Segment Start: INPUT RECORDS

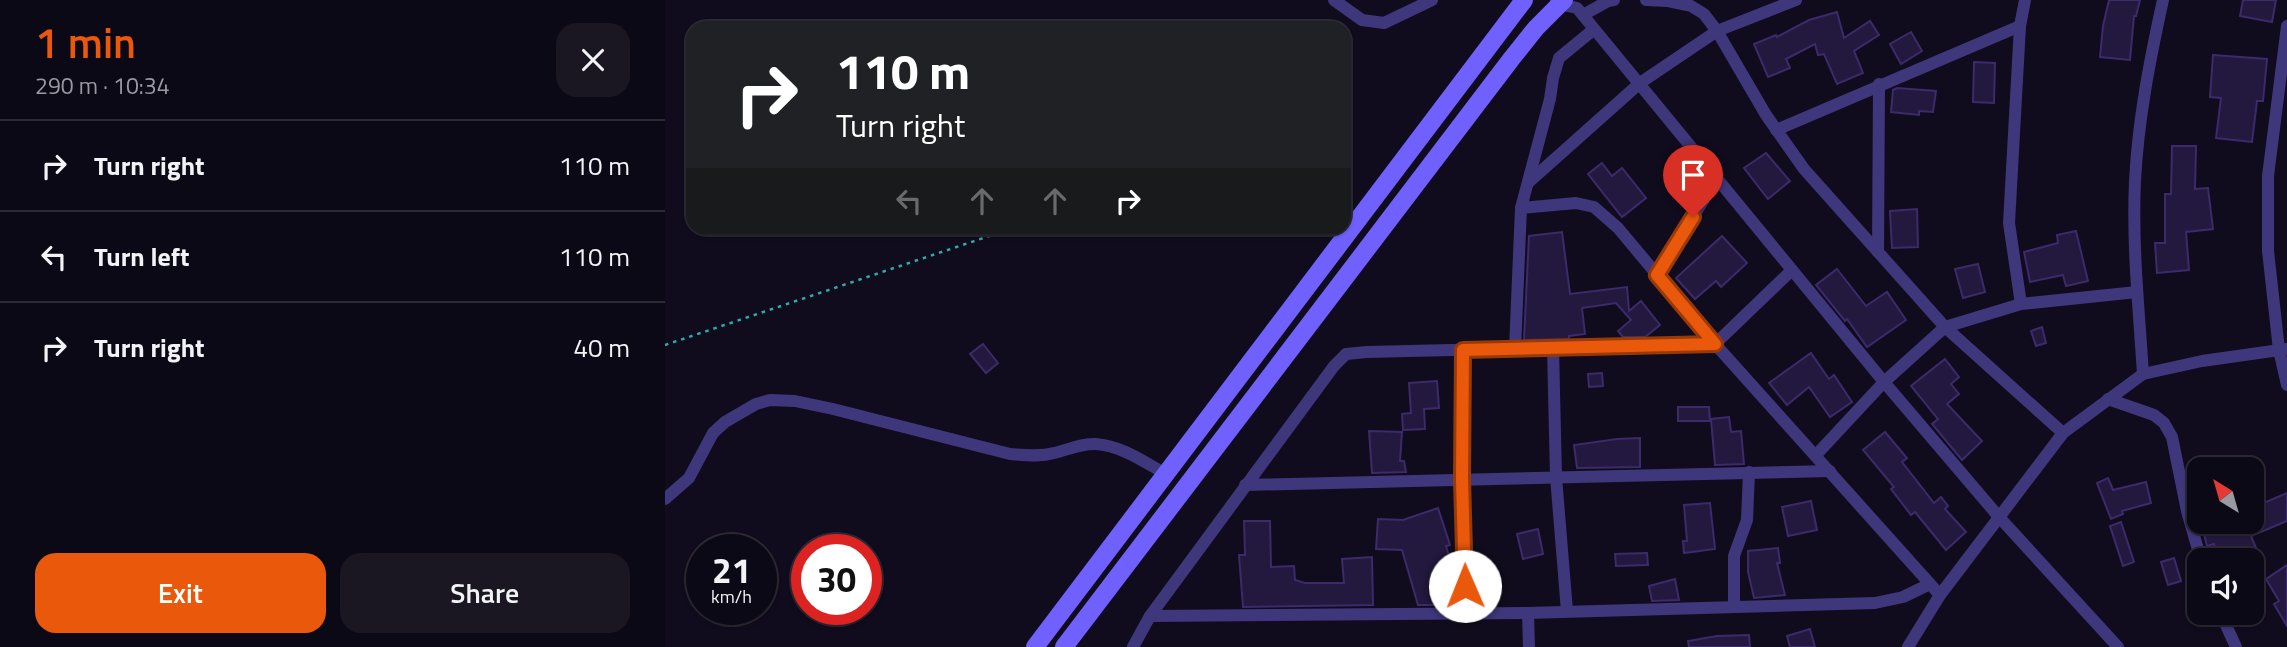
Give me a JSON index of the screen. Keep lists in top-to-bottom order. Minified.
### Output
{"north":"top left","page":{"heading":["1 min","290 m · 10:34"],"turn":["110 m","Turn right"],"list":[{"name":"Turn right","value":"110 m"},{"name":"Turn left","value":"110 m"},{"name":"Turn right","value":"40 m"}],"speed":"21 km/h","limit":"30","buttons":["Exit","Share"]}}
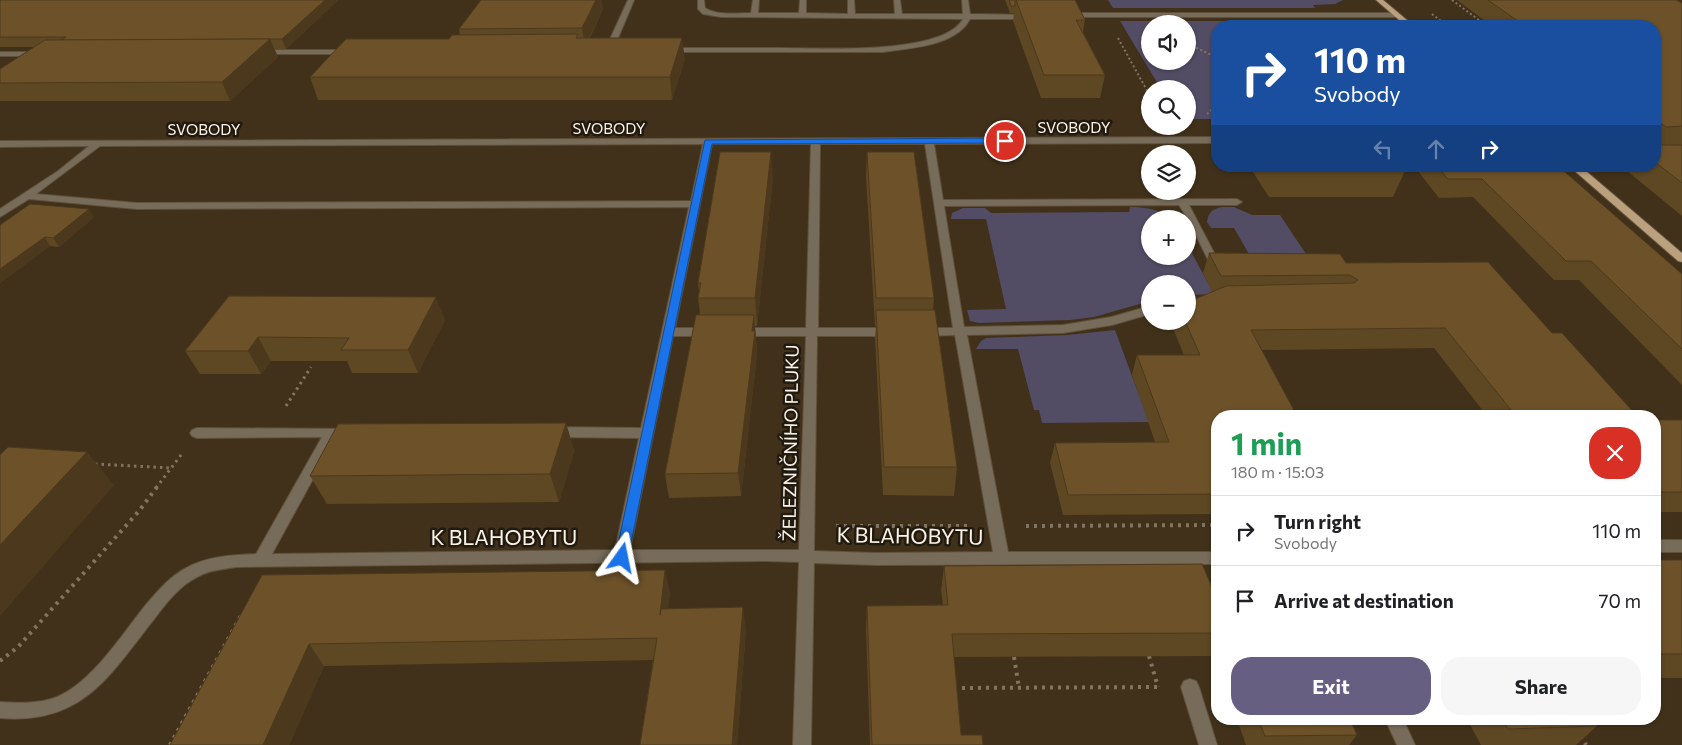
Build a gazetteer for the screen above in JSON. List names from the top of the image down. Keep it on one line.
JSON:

Segment End: INPUT RECORDS

● **ASSIGNMENT**
If a line above holds the string "Keep", return it as it stands.

● **ANSWER FOR THIS EXERCISE**
Give me a JSON index of the screen. Keep lists in top-to-bottom order. Minified.
Build a gazetteer for the screen above in JSON. List names from the top of the image down. Keep it on one line.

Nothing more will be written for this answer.